→ **Excerpted records**:
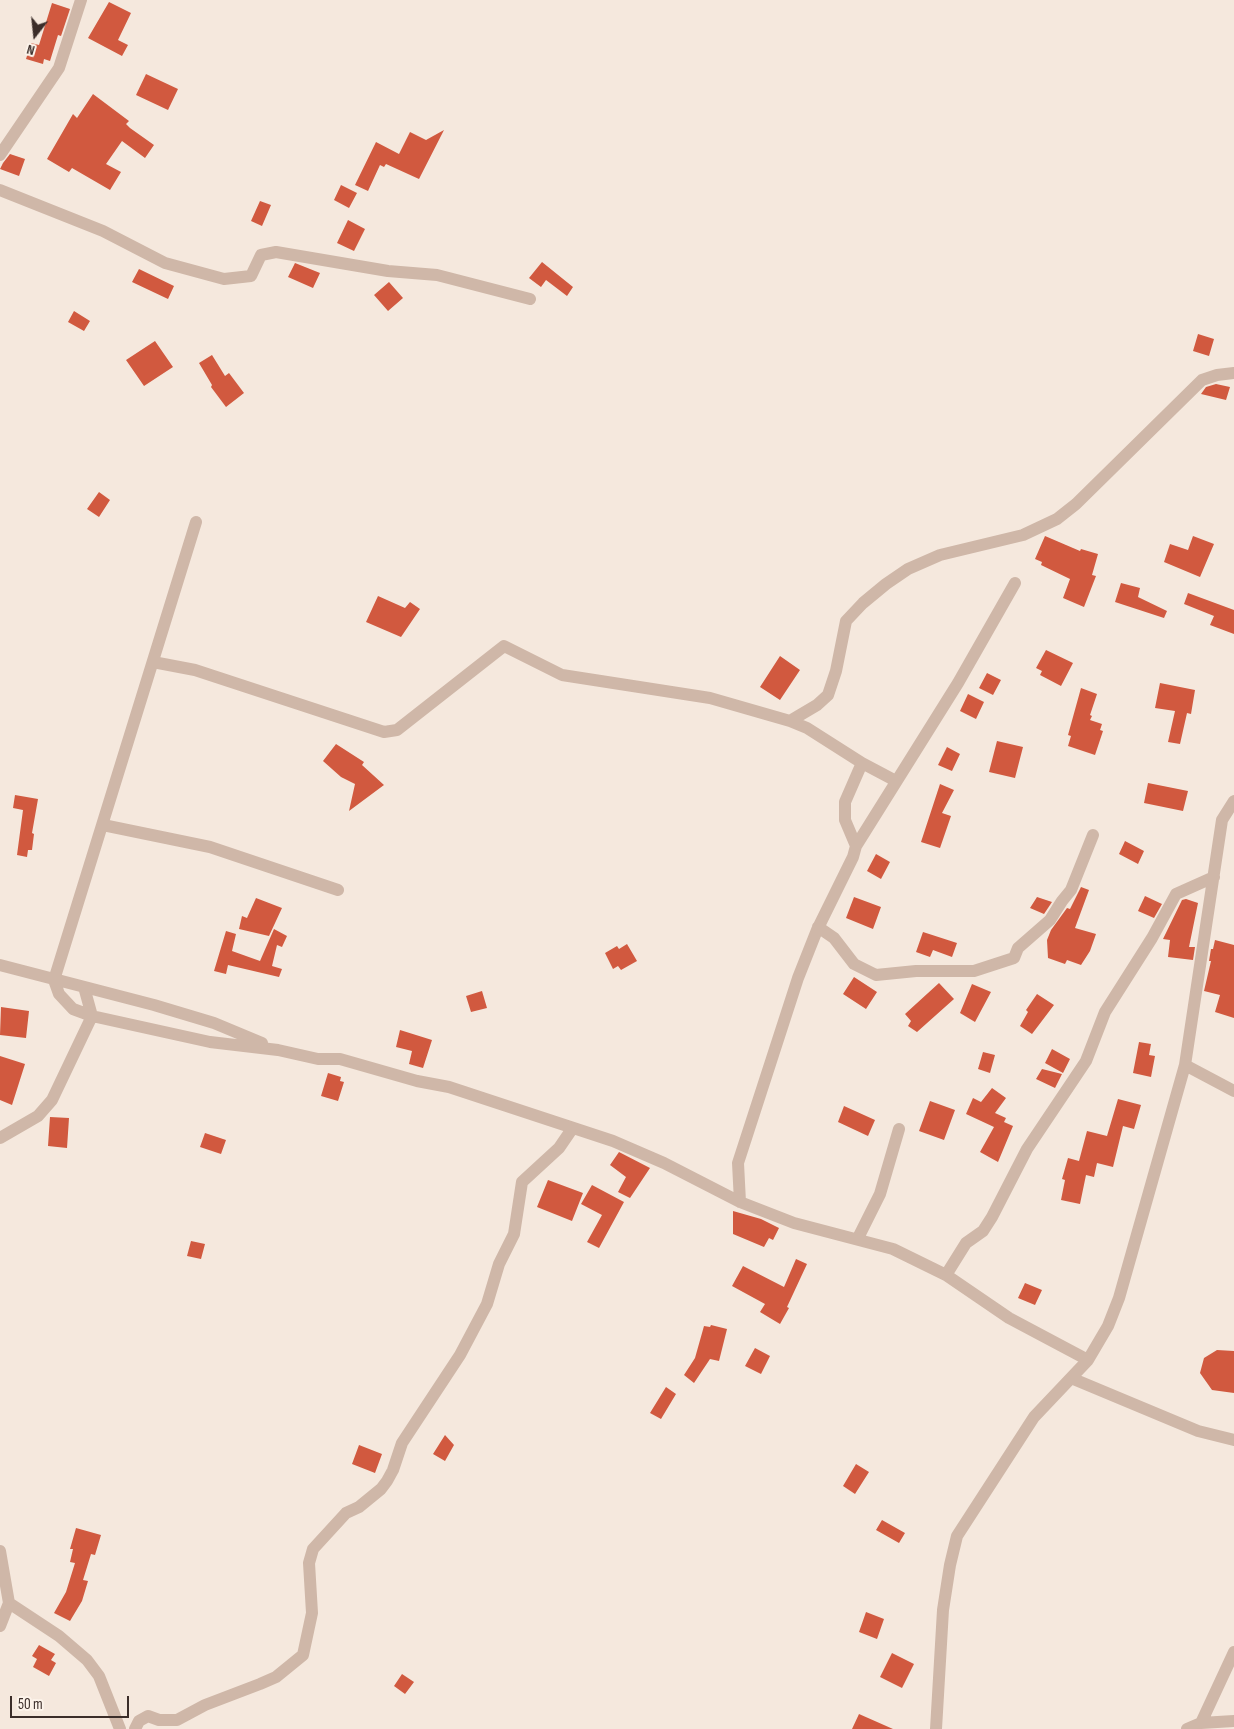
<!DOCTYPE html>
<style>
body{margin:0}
#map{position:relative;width:1234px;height:1729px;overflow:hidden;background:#f5e8dd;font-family:"Sofia Sans Condensed",sans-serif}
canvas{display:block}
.north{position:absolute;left:10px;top:10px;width:50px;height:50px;-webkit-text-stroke:4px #fcf3ea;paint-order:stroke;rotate:196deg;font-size:14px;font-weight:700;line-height:20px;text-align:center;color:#3b2d29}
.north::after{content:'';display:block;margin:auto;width:18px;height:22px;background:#3b2d29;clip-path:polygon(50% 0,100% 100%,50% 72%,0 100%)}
.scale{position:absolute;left:10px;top:1696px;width:119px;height:22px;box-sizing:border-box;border:2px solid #3b2d29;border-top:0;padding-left:6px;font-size:15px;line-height:18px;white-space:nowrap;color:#3b2d29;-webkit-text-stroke:4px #fcf3ea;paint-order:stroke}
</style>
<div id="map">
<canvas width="1234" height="1729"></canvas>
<div class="north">N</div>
<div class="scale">50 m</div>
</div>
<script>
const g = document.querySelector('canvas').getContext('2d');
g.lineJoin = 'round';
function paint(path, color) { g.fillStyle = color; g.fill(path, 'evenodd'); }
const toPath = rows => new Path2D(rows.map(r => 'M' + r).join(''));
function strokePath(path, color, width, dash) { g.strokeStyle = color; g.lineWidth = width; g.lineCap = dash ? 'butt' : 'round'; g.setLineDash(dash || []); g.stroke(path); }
paint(toPath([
 [109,2,131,13,118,40,128,45,122,56,88,38],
 [52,3,70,9,61,36,58,35,50,61,44,59,43,64,26,59,31,43,39,45],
 [146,74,178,89,168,110,136,95],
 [93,94,129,121,126,124,130,128,154,145,145,158,122,141,106,164,121,172,110,190,72,168,69,172,47,159,73,114,77,118],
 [444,130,419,179,386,164,384,167,380,165,368,191,355,185,376,142,399,154,410,132,426,140],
 [10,154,25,159,19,176,0,169,3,163],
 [341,185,357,193,349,208,334,200],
 [260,201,271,205,262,226,251,221],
 [348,220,365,229,354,251,337,243],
 [542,262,573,287,567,296,546,280,541,287,529,278],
 [295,263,320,273,313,288,288,277],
 [139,269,174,286,168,299,132,282],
 [389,282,403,298,388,311,374,295],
 [74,311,90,321,84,331,68,322],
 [1198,334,1214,339,1209,356,1193,351],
 [155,341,173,367,144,386,126,360],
 [212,355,225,376,229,373,244,393,226,407,211,387,212,385,199,363],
 [1216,384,1230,387,1226,400,1201,394,1206,387],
 [99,492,110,500,99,517,87,509],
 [1045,536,1080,551,1081,549,1098,554,1092,575,1096,576,1084,607,1063,598,1070,579,1041,565,1042,562,1035,559],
 [1193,536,1214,544,1200,577,1164,562,1170,544,1188,550],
 [1121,583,1140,588,1138,597,1167,611,1164,618,1115,602],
 [1188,593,1234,610,1234,634,1210,625,1214,616,1184,604],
 [378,596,405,608,410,602,420,609,401,637,366,622],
 [1046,650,1073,663,1061,686,1040,675,1042,671,1036,668],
 [780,656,800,670,780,700,760,687],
 [987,673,1001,680,993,695,979,688],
 [1160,683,1195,690,1191,714,1187,713,1180,744,1168,742,1175,711,1155,708],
 [1081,688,1097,694,1090,715,1092,716,1090,720,1102,724,1100,730,1103,731,1095,755,1068,746,1071,736,1068,735],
 [968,694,984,702,976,719,960,711],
 [997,741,1023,747,1015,778,989,772],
 [336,744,364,762,362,765,384,785,349,811,355,784,341,777,323,761],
 [947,747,960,754,952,771,938,765],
 [1148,783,1188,791,1183,811,1144,803],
 [940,784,954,790,942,813,951,816,940,848,921,842],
 [15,795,38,799,32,833,34,834,32,850,28,850,27,857,17,855,23,810,13,808],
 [1125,841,1144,851,1138,864,1119,854],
 [876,854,890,862,881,879,867,871],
 [1081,887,1089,890,1075,928,1096,934,1090,951,1081,965,1067,960,1065,964,1048,958,1047,940,1051,930,1067,908,1070,909],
 [1145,896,1162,904,1154,918,1138,911],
 [854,897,881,907,873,929,846,918],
 [1037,897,1052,902,1044,914,1030,908],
 [256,898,282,908,269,936,239,929,242,916,247,918],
 [1186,899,1198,903,1189,947,1195,947,1193,960,1168,957,1170,940,1163,939,1182,900],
 [274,929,287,936,282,947,277,945,272,966,282,969,279,977,228,965,226,974,214,971,226,931,236,934,232,951,260,961],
 [923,932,957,943,952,957,933,950,930,957,916,952],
 [1215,940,1234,945,1234,1018,1215,1012,1220,995,1204,991,1211,961,1209,961,1211,949,1213,949],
 [627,944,637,961,621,970,618,966,613,969,605,953,617,946,619,949],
 [854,977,877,992,866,1009,843,994],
 [939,983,954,999,917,1032,908,1026,911,1021,905,1014],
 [972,984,991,992,975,1022,960,1013],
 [482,991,487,1008,471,1012,466,996],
 [1037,994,1054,1005,1032,1034,1020,1026,1028,1012,1026,1010],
 [1,1007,29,1011,26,1038,0,1035],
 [400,1030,432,1040,423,1068,409,1064,412,1051,396,1047],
 [1139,1042,1151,1044,1149,1055,1155,1056,1151,1077,1133,1073],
 [1052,1049,1070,1059,1063,1073,1045,1063],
 [983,1052,995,1055,990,1073,978,1069],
 [0,1056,25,1064,12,1105,0,1100],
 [1042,1069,1062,1074,1055,1088,1036,1079],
 [328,1073,341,1077,340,1081,344,1082,338,1101,321,1096],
 [992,1088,1006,1098,995,1113,1006,1118,1004,1122,1013,1126,998,1162,980,1152,994,1127,966,1114,973,1098,981,1102],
 [1118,1099,1141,1105,1134,1129,1123,1126,1113,1167,1097,1163,1094,1177,1086,1175,1080,1204,1061,1200,1065,1180,1062,1179,1068,1158,1079,1161,1087,1131,1107,1136],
 [930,1101,955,1110,944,1140,919,1131],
 [844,1106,875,1120,868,1136,838,1122],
 [50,1117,69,1118,67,1148,48,1146],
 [205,1133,226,1140,221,1154,200,1147],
 [619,1152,650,1168,630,1198,618,1192,626,1177,610,1165],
 [548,1180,583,1193,572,1221,537,1207],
 [592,1185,624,1202,599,1248,587,1242,602,1215,581,1204],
 [733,1211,761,1219,779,1228,773,1240,769,1238,764,1247,733,1234],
 [191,1241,205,1244,201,1259,187,1256],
 [796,1259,807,1264,787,1307,789,1308,780,1324,760,1312,765,1304,732,1286,743,1266,784,1287],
 [1025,1283,1042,1290,1035,1305,1018,1298],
 [711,1325,727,1329,719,1361,710,1359,694,1383,684,1375,695,1358,704,1326,710,1327],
 [755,1348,770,1356,761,1374,745,1366],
 [1217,1350,1234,1351,1234,1393,1212,1390,1200,1373,1204,1358],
 [666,1387,676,1394,661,1419,650,1413],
 [445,1435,454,1445,445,1461,433,1454],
 [359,1445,382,1454,375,1473,352,1464],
 [856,1464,869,1472,855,1494,843,1486],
 [882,1520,905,1533,899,1543,876,1530],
 [76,1528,101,1535,95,1555,91,1554,83,1580,88,1581,82,1601,70,1621,54,1613,66,1592,75,1563,70,1562,73,1549,70,1549],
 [866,1612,884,1619,877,1639,859,1632],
 [39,1645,55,1654,51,1660,56,1663,49,1676,33,1667,37,1659,32,1656],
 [892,1653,914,1664,902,1688,880,1677],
 [402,1674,414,1682,405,1694,394,1686],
 [859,1714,893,1729,852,1729]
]), '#d1593f');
strokePath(toPath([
 [0,155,59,68,81,0],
 [0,190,103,231,165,263,224,279,251,276,261,255,276,252,388,271,437,275,530,299],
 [196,522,54,980,59,994,73,1009,92,1016,210,1042,278,1050,318,1059,340,1059,417,1081,449,1087,613,1141,664,1163,740,1202,794,1223,893,1249,946,1275,1009,1318,1088,1360],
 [153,662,195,670,384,732,397,730,504,646,562,675,710,698,790,721,807,728,862,763,896,781],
 [790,721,817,705,828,695,836,671,846,621,863,603,886,584,908,569,940,555,1023,535,1057,519,1076,504,1202,380,1217,375,1234,373],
 [103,825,210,847,338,890],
 [856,846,958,683,1015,583],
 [818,927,834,938,854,964,876,975,916,971,974,971,1014,958,1018,948,1050,920,1062,901,1071,890,1093,835],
 [0,965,154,1005,214,1023,262,1043],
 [1185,1065,1234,1091],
 [0,1138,38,1116,52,1100,92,1016,84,987],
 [740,1202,738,1163,798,978,817,930,853,857,856,846,845,820,845,802,862,763],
 [858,1238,880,1194,899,1129],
 [946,1275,966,1243,983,1231,992,1217,1027,1149,1086,1061,1105,1012,1152,938,1176,894,1214,877],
 [1071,1378,1198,1431,1234,1440],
 [0,1551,9,1603,0,1626],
 [9,1603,59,1636,87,1660,99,1676,120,1729],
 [1201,1723,1234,1652],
 [135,1729,139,1721,148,1716,159,1720,177,1720,205,1705,260,1684,276,1677,303,1655,312,1613,309,1563,313,1549,346,1513,359,1507,381,1489,387,1481,393,1470,402,1443,460,1355,487,1304,499,1264,514,1234,522,1182,559,1148,572,1129],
 [936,1729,943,1610,950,1565,957,1536,1034,1417,1088,1360,1108,1326,1119,1298,1185,1065,1222,820,1234,801],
 [1187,1729,1201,1723,1234,1721]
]), '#cfb7a8', 12);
</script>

→ **Task objective**:
Exactly how many lines in the data above contain the word "const"? Respond with the number and nothing more.

→ **Task answer**:
2